What is required -> What number of lines in the data below contain the string "start"? Answer with that number alone.

----

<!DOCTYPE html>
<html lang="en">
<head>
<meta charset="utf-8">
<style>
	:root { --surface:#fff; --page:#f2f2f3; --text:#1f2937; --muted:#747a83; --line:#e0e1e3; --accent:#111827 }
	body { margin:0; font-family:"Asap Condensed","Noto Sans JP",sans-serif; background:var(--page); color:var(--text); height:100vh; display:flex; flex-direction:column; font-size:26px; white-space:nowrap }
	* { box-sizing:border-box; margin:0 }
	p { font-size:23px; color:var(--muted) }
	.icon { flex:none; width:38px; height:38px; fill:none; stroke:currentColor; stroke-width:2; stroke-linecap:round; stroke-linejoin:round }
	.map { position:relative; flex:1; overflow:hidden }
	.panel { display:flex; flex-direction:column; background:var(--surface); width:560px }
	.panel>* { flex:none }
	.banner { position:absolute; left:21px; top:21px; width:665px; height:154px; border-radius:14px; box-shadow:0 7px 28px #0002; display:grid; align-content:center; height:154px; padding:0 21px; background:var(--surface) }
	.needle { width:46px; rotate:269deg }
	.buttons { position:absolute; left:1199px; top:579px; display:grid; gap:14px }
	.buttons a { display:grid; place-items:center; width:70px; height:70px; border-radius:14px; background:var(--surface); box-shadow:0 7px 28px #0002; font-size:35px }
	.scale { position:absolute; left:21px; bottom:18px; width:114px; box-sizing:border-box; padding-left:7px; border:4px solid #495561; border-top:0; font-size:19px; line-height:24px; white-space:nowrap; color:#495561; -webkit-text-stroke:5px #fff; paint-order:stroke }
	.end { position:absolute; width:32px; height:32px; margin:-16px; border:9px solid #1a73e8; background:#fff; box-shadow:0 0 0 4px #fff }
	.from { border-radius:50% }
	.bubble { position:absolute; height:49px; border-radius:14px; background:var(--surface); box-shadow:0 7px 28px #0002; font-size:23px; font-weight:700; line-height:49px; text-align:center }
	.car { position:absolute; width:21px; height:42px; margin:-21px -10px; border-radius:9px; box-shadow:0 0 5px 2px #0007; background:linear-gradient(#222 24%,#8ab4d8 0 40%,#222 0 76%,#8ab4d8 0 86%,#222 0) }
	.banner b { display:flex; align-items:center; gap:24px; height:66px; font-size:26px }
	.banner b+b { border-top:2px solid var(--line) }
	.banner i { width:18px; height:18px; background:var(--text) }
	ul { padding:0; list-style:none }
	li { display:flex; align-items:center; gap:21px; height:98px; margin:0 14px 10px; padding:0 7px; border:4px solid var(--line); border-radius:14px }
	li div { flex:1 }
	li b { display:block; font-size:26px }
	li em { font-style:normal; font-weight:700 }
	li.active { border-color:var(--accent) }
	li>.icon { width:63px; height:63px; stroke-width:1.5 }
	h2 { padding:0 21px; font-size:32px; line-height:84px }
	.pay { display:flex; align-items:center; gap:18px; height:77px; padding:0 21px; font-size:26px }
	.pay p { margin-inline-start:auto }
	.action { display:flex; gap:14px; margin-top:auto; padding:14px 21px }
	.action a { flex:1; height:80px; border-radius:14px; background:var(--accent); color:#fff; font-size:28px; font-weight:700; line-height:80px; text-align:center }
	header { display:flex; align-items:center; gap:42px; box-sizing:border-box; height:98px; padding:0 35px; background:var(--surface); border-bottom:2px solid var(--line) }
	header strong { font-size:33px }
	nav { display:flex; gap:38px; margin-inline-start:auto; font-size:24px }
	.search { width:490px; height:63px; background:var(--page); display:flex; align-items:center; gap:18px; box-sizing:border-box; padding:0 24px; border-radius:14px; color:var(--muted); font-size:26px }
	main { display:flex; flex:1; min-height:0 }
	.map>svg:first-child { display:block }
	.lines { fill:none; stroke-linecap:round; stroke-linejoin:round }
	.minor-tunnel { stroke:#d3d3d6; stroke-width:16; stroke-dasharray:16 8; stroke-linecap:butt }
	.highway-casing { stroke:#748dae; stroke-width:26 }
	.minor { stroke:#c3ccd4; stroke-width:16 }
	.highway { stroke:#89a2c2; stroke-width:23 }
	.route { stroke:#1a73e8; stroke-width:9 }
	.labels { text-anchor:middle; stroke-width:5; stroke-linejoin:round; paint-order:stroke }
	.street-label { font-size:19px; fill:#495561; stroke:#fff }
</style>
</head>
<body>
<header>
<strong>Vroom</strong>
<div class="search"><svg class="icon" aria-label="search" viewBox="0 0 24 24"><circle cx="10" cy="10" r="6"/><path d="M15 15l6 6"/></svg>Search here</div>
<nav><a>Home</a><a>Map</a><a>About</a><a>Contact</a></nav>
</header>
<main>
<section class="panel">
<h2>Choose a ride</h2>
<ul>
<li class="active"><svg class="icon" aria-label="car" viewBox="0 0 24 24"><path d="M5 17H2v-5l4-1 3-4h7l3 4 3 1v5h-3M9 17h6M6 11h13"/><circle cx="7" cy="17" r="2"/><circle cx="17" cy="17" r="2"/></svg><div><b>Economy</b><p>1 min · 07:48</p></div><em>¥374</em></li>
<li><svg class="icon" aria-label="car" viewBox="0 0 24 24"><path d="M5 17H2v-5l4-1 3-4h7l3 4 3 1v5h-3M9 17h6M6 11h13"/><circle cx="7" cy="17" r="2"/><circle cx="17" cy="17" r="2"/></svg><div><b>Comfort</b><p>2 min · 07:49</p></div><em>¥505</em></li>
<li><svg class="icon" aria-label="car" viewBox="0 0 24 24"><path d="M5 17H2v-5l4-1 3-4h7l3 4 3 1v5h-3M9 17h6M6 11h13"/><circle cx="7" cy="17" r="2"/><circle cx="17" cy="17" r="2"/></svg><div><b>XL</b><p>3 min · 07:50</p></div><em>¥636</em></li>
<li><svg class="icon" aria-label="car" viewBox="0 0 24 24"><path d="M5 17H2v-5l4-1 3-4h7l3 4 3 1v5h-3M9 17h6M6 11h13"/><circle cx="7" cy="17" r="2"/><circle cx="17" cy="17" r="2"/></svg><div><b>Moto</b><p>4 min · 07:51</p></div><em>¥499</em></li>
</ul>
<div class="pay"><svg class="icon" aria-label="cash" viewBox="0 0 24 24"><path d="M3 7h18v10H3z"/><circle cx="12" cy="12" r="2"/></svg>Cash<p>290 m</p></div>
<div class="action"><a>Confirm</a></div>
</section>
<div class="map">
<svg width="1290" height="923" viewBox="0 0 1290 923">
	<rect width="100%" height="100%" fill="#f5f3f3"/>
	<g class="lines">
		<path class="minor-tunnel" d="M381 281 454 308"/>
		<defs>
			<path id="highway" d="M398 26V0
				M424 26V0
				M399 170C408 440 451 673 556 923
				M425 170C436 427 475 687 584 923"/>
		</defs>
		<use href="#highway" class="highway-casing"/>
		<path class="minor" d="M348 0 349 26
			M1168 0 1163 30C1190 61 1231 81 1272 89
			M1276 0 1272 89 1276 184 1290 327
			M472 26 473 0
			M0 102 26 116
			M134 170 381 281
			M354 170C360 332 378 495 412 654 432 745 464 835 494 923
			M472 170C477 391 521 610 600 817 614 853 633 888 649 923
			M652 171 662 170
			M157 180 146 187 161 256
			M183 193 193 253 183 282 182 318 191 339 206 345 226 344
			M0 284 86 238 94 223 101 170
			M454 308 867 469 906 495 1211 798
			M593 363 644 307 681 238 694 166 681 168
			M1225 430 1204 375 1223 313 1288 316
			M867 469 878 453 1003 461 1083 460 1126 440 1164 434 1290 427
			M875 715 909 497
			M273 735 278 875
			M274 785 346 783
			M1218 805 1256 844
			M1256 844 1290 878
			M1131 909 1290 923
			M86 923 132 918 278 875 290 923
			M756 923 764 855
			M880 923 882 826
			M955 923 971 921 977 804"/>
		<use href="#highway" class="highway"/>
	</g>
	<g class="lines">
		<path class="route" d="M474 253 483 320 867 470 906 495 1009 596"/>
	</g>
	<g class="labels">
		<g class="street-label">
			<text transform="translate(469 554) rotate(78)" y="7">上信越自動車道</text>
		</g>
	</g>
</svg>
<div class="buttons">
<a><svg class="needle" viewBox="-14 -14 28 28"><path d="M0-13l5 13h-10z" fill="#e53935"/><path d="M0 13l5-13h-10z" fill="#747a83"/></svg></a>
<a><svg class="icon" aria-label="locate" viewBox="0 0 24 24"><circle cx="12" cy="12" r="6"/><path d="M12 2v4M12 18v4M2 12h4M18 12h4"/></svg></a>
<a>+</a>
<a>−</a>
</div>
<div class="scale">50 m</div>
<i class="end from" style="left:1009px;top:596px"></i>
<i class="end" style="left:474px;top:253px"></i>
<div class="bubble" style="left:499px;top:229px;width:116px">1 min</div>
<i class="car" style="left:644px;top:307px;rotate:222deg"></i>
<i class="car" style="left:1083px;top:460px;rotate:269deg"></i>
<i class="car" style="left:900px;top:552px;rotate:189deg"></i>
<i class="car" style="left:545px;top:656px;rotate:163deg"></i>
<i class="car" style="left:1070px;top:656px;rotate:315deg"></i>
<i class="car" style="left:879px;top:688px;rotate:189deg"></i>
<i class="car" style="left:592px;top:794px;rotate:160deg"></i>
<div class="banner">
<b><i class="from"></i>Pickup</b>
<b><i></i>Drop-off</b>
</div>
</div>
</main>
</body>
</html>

----

Task result -> 2